Do you have any test grenades on hand?

http://www.cherneind.com/Pneumatic/Test_Ball/


----------



## U666A (Dec 11, 2010)

plumber p said:


> Each manufacturer has a slightly different style. You should use the nipple that comes with the carrier and keep the knockout plug in. These threads should hold a test. (they need to ). http://www.jrsmith.com/products/closet/submittal/s_type_no_%205.pdf


That looks to be quite beneficial. Ours here are always cast nipples so what you linked would not apply.


----------



## plumber p (Sep 19, 2010)

U.A.til.I.die said:


> That looks to be quite beneficial. Ours here are always cast nipples so what you linked would not apply.



may bad....I did not see the Cast nipple in the original question. You need a test plug for the test. http://www.mifab.com/pdf/mc-21.pdf


----------



## markb (Jun 11, 2009)

plumber p said:


> Each manufacturer has a slightly different style. You should use the nipple that comes with the carrier and keep the knockout plug in. These threads should hold a test. (they need to ). http://www.jrsmith.com/products/closet/submittal/s_type_no_ 5.pdf



The nipples that come with the carrier have a 1/8" gap around. Tried teflon tape and dope today just to see. No luck.

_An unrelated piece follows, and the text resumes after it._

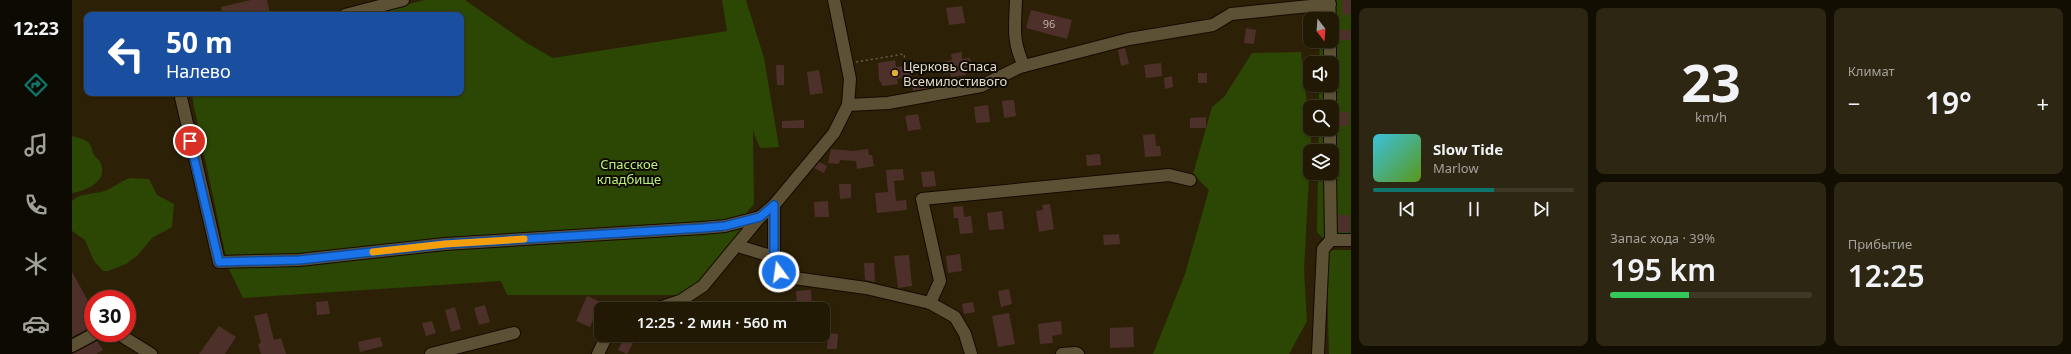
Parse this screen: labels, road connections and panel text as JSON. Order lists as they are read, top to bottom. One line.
{"parks":["Спасское кладбище"],"places":["Церковь Спаса Всемилостивого"],"house_numbers":["96"],"north":"bottom","page":{"tabs":"12:23","tile":[["23","km/h"],"Климат",["Запас хода · 39%","195 km"],["Прибытие","12:25"]],"turn":["50 m","Налево"],"heat":["−","19°","+"],"song":["Slow Tide","Marlow"],"limit":"30","trip":"12:25 · 2 мин · 560 m"}}
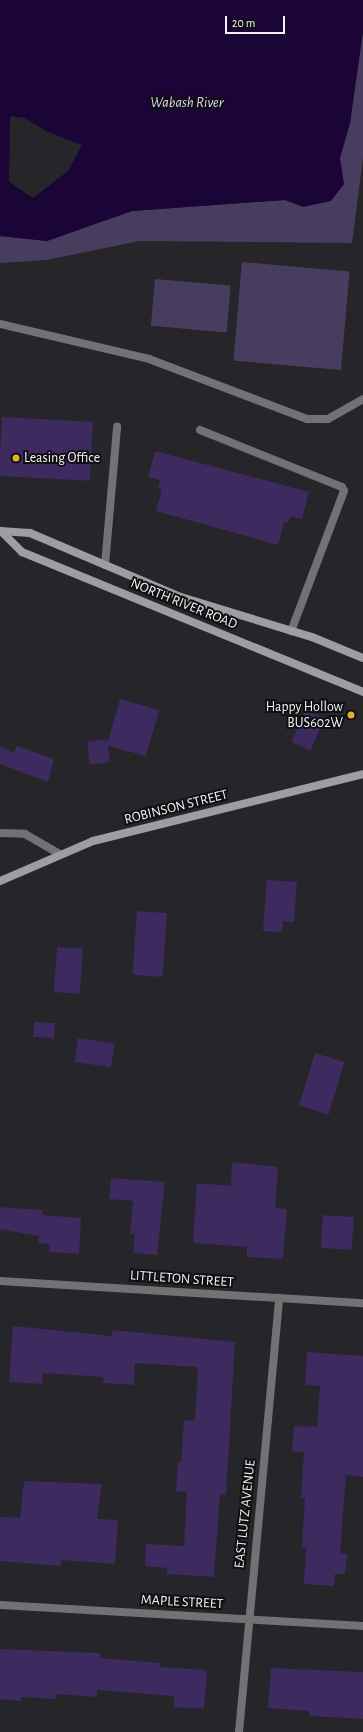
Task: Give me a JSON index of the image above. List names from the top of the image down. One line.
{"streets":{"main road":["NORTH RIVER ROAD","ROBINSON STREET"],"street":["LITTLETON STREET","EAST LUTZ AVENUE","MAPLE STREET"]},"crossings":[["LITTLETON STREET","EAST LUTZ AVENUE"],["EAST LUTZ AVENUE","MAPLE STREET"]],"water":["Wabash River"],"places":["Leasing Office","Happy Hollow BUS602W"],"scale_bar":"20 m"}
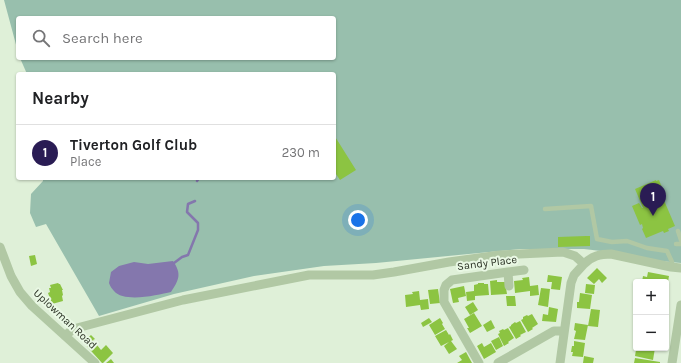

I'm worried the sharp threads on the carrier will damage the test balloons. 

Off to buy some c/o


----------



## plumber p (Sep 19, 2010)

markb said:


> The nipples that come with the carrier have a 1/8" gap around. Tried teflon tape and dope today just to see. No luck.
> 
> I'm worried the sharp threads on the carrier will damage the test balloons.
> 
> Off to buy some c/o


 
Try Cherne plugs


----------



## markb (Jun 11, 2009)

plumber p said:


> Try Cherne plugs


Three of those gave me problems last week when testing some 4" stacks. All of them were leaking from the wing-nut screw.


----------



## virtigo31 (Mar 27, 2011)

*are these carriers side outlet or down outlet?*

The threaded part of the carrier I always got away with the closet nipple, lubing the o ring,
And taking the end where the notches are and cutting all thread and sliding it in there and tightening it with some vice-grips. Or a nice rubber strap wrench.

As for where to put the blow up. If its downward outlet, I put a 4" blowup in the riser in the outlet of the carrier. I pull apart the nipple and take a piece of half inch copper and a piece of three quarter inch copper. I wrap the half in with electrical tape and slide it inside the three quarter to make like the curtain rod effect. So I can tape the ring of the blow up to the copper and slide out the half inch and wedge it in the carrier itself so the blow up won't get away from ya. For the side outlet carriers, again I test from the riser tying in to carrier trane outlet. You just pull apart the ninety or fixture fitting and pop it back together.


----------